I removed my hand from my purse and didn’t check to see if Caleb had called again. And when I arrived home, I found my two best friends, Risa in a skimpy jumpsuit and Sharita in a gray business suit, waiting for me outside my apartment building.

I parked at the curb right in front of them. “I love you guys,” I said as I got out of the car and I pulled them into my arms. “You two are the best friends ever.”

“I know, how fucking amazing are we with this friendship shit?” Risa asked.

“So amazing,” I answered.

We had all finished hugging when my “Tightrope” ringtone went off.

I pulled out my cell and checked the caller ID. It was a 917 number. New York. It must be Caleb. He had mentioned still needing to get his number changed, even though he had moved from Brooklyn to L.A. over six months ago.

He was finally calling me.

“Who is it?” Sharita asked.

I pushed the “Ignore” option and tossed the phone back into my bag, letting Caleb go to voicemail. “Some boy,” I answered. “Want to order a pizza and watch a movie? Benny and Abigail won’t be home until late.”

“I got the black
Karate Kid
on DVD,” Sharita said, pulling a red Netflix envelope out of her large black leather purse.

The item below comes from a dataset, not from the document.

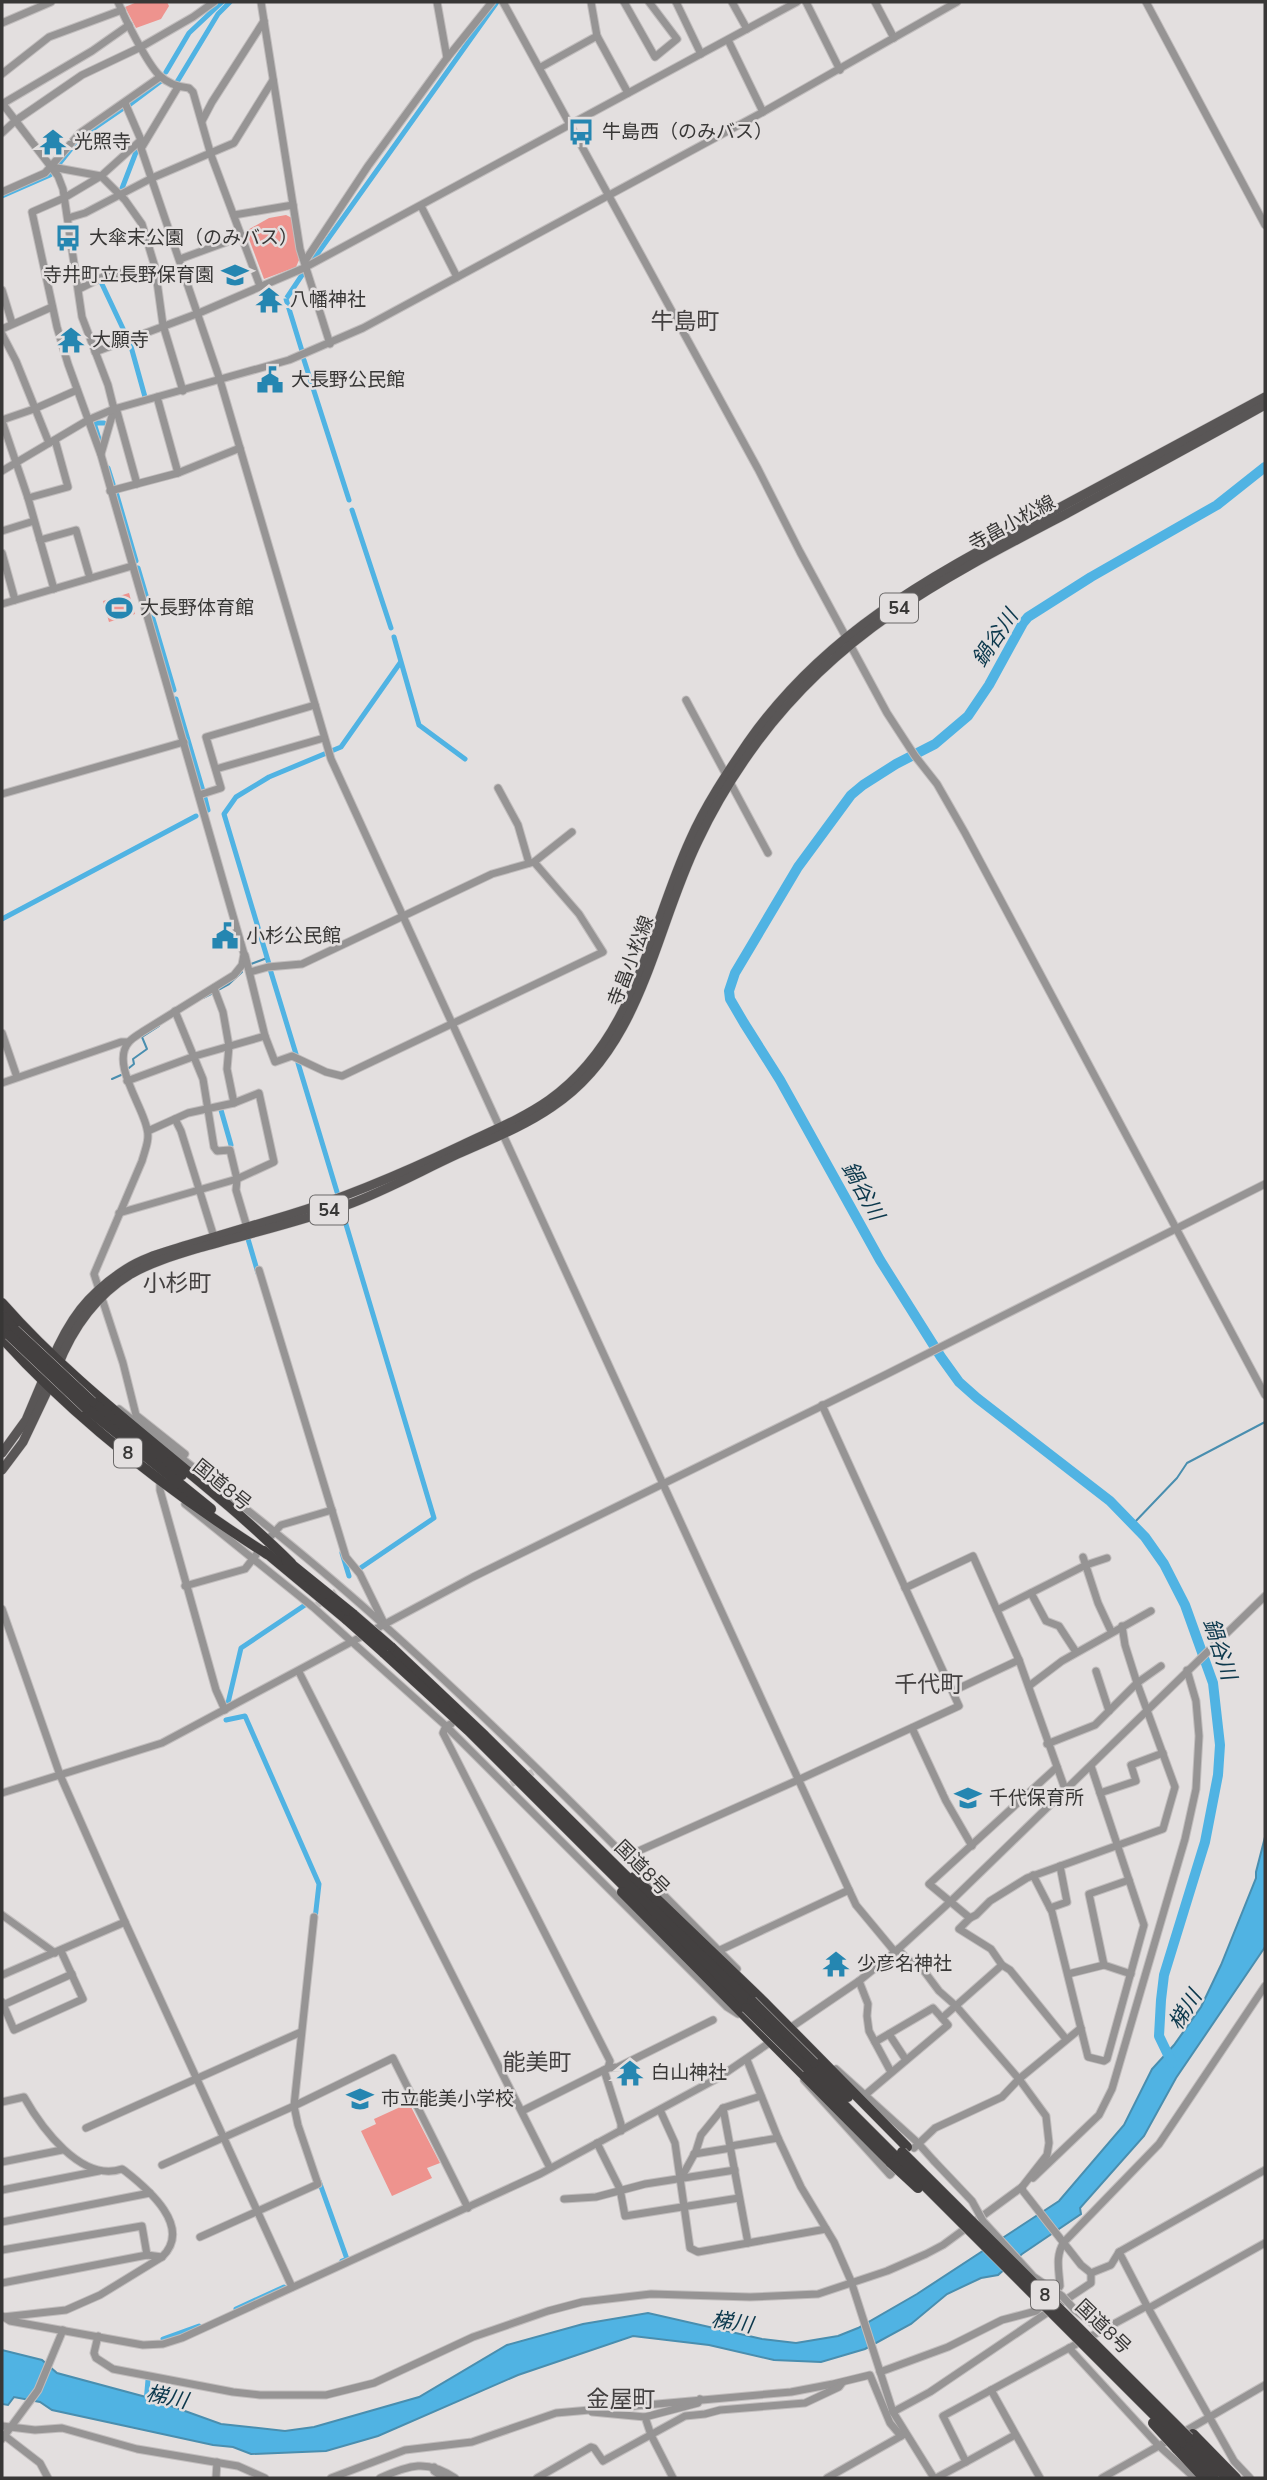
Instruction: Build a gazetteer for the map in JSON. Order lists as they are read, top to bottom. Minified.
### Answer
{"streets":{"highway":["8","国道8号"],"main road":["寺畠小松線","54"]},"crossings":[["寺畠小松線","8"],["8","国道8号"]],"districts":["牛島町","小杉町","千代町","能美町","金屋町"],"water":["鍋谷川","梯川"],"places":{"bus stop":["牛島西（のみバス）","大傘末公園（のみバス）"],"temple":["光照寺","八幡神社","大願寺","少彦名神社","白山神社"],"school or university":["寺井町立長野保育園","千代保育所","市立能美小学校"],"public building":["大長野公民館","小杉公民館"],"sports":["大長野体育館"]}}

“Are you serious? How old are we, talking about watching the
Karate Kid
?” Risa asked. “And why are you carrying around Netflix in your purse?”

“It was a good movie. I keep on telling you …”

“I kind of wanted to see that,” I said, since Tammy wasn’t there to play her usual role of Sharita-Risa fight diffuser.

“Okay, fine, if Thursday wants to watch a kid’s movie, too, then I guess I can deal,” Risa said, stringing a skinny arm around my shoulders. She gave me a little squeeze as we all walked into my apartment building.

November 2010

Yes, marriage is work, but that’s marriage. The first six months of a relationship shouldn’t be hard going, and they most certainly shouldn’t be a lot of work. If the first six months of your relationship isn’t mostly a Hallmark card, get out. If he’s not enthusiastic about you or doesn’t treat you right, or if you find you’re not all that enthusiastic about him or you’re not treating him right, dump him. Because if you two can’t get the easy part right, how the heck do you think you guys are going to handle the hard stuff?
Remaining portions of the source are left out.